Israel reabrirá de forma parcial el cruce de Rafah, que une la Franja de Gaza con Egipto, este domingo tras meses de control y demandas de organizaciones humanitarias. El paso será “limitado” y se habilitará únicamente para el movimiento de personas.
Rafah, considerado un punto clave para el tránsito de civiles y la entrada de ayuda humanitaria, estaba cerrado desde mayo de 2024, cuando las fuerzas israelíes tomaron el control durante el conflicto con el grupo Hamas, salvo una reapertura reducida a principios de 2025.
Israel condicionó la reapertura a la recuperación de los restos de Ran Gvili, el último rehén israelí en Gaza. Tras la localización y el enterramiento de sus restos en días recientes, se confirmó la reapertura del cruce.
El organismo israelí COGAT, dependiente del Ministerio de Defensa y responsable de los asuntos civiles en los territorios palestinos, informó que “el cruce de Rafah se abrirá este próximo domingo (1 de febrero) en ambas direcciones, sólo para un movimiento limitado de personas”. El paso se coordinará con Egipto, exigirá autorización de seguridad previa por parte de Israel y será supervisado por una misión de la Unión Europea.
Persisten dudas sobre cuántas personas podrán cruzar y si se autorizará el regreso a Gaza. Fuentes fronterizas citadas por la agencia AFP indicaron que el domingo se dedicará principalmente a preparativos y a ajustes logísticos, y que inicialmente se permitirá el paso de personas heridas.
Se espera una reapertura más regular el lunes, aunque no hay un acuerdo definitivo sobre el número de palestinos que podrán entrar o salir.
La situación es especialmente crítica para quienes requieren atención médica fuera de Gaza. Mohammed Shamiya, de 33 años y paciente renal, afirmó: “Estoy esperando a cada momento la apertura del cruce terrestre de Rafah”.
Safa al-Hawajri, de 18 años y beneficiaria de una beca para estudiar en el extranjero, espera con expectativa la reapertura: “Estoy esperando con la esperanza de cumplir mi ambición, que está ligada a la reapertura del cruce”, dijo.
La reanudación de las operaciones en Rafah facilitará la entrada del Comité Nacional para la Administración de Gaza (NCAG), un organismo tecnocrático de 15 miembros creado para gestionar la gobernanza cotidiana de los 2,2 millones de habitantes del territorio. Este comité operará bajo la supervisión de la denominada Junta de la Paz, presidida por el mandatario estadounidense Donald Trump.

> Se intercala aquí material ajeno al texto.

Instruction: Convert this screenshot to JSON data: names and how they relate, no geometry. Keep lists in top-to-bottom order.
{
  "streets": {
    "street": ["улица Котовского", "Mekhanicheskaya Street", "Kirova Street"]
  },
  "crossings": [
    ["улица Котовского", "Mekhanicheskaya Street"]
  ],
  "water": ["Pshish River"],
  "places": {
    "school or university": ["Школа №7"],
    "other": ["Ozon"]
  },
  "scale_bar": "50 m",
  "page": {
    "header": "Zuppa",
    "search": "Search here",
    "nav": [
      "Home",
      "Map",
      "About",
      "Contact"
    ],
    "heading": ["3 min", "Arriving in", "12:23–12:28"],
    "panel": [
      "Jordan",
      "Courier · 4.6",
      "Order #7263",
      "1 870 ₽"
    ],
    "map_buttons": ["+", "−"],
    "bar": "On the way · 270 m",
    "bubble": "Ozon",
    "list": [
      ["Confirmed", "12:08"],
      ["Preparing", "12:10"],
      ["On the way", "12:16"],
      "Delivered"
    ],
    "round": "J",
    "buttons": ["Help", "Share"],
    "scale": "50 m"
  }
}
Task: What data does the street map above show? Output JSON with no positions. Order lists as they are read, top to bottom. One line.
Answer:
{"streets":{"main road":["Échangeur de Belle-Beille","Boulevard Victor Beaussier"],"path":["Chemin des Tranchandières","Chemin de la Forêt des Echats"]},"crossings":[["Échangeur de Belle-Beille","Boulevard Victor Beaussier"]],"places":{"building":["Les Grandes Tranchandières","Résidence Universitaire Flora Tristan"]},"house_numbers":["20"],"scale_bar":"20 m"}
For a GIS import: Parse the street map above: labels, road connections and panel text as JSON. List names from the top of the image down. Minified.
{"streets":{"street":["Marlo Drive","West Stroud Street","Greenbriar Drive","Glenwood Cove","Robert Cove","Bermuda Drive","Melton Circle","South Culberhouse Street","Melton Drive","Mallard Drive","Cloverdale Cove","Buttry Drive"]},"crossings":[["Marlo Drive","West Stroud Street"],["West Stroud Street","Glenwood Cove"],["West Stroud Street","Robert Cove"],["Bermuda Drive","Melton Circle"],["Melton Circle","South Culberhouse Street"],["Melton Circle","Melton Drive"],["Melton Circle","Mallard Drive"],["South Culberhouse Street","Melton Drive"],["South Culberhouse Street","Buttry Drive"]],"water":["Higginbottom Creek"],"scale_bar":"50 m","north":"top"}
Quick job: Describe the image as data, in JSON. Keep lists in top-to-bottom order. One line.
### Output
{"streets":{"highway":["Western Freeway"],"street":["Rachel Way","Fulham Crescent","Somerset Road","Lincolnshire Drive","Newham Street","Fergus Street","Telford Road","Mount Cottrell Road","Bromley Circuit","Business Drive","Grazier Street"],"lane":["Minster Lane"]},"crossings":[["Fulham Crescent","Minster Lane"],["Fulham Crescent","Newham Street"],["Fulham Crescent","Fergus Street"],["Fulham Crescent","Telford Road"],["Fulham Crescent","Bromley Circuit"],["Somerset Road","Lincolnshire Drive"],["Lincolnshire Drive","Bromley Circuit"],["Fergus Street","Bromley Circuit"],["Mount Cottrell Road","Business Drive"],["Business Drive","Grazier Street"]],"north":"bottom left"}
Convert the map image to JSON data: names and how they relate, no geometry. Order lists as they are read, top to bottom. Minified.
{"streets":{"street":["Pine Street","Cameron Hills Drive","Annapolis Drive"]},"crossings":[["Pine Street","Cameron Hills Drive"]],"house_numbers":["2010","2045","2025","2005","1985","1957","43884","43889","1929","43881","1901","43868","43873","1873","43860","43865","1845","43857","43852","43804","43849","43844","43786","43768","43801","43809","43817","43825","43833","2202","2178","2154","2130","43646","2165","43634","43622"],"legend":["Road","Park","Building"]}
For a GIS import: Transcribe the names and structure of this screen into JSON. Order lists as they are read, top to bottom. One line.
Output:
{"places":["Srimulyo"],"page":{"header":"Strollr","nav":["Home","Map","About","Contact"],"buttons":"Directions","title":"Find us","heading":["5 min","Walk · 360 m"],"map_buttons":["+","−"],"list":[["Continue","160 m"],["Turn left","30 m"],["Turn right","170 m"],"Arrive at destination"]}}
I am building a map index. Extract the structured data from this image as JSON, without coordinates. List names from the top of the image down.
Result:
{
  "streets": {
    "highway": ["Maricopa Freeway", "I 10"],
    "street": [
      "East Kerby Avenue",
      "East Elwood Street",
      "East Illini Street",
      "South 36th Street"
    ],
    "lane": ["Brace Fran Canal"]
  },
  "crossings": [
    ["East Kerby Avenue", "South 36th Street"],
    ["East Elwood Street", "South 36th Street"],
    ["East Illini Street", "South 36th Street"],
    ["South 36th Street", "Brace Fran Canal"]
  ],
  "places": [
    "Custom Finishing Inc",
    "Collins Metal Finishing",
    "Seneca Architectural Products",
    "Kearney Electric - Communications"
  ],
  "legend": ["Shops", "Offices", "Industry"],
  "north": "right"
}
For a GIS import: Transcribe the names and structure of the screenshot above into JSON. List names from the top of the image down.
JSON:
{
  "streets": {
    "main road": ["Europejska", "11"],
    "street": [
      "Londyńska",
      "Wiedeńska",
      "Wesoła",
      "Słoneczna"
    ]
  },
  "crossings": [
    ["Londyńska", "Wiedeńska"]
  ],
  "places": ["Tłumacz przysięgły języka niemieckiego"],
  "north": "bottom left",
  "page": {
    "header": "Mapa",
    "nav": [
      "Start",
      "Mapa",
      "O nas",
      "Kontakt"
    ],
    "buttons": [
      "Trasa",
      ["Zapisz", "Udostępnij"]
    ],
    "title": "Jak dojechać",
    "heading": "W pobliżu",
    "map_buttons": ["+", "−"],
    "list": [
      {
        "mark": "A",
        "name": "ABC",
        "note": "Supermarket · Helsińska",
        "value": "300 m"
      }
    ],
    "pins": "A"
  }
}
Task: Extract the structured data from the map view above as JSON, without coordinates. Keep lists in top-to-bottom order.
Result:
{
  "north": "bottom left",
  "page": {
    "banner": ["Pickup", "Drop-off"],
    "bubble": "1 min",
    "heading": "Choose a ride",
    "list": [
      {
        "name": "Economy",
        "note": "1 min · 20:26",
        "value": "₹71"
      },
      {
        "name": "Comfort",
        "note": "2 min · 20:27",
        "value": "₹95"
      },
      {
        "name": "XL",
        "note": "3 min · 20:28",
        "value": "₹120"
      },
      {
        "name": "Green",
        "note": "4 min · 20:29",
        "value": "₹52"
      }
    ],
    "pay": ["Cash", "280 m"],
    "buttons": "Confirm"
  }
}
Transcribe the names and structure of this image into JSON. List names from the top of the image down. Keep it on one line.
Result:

Fuentes del servicio de seguridad egipcio dijeron el sábado a EFE que, en última instancia, el acceso de personas a Gaza por el cruce de Rafah quedará bajo control militar israelí. El Ejército israelí mantendrá puestos de control para todos los que crucen la frontera.
Según la información proporcionada por una fuente anónima, Israel supervisará también la salida de palestinos y las operaciones del punto de control de forma remota, mediante funcionarios de seguridad ubicados en una sala de operaciones.
Cualquier persona que desee entrar o salir de Gaza necesitará un permiso egipcio, y las autoridades de Egipto enviarán previamente los nombres al servicio de seguridad interna israelí, Shin Bet, para su aprobación.
La fuente precisó que quienes salgan de Gaza no serán sometidos a controles físicos directos por parte de las fuerzas israelíes; ese proceso quedará a cargo de una delegación de la Unión Europea y de funcionarios palestinos. No obstante, se implementarán sistemas de reconocimiento facial para verificar identidades, además de sensores, detectores de metales y revisiones individuales.
Una vez superados los controles, incluidos los militares israelíes, las personas podrán desplazarse “más allá de la línea amarilla”, es decir, fuera del área bajo control del ejército de ocupación israelí.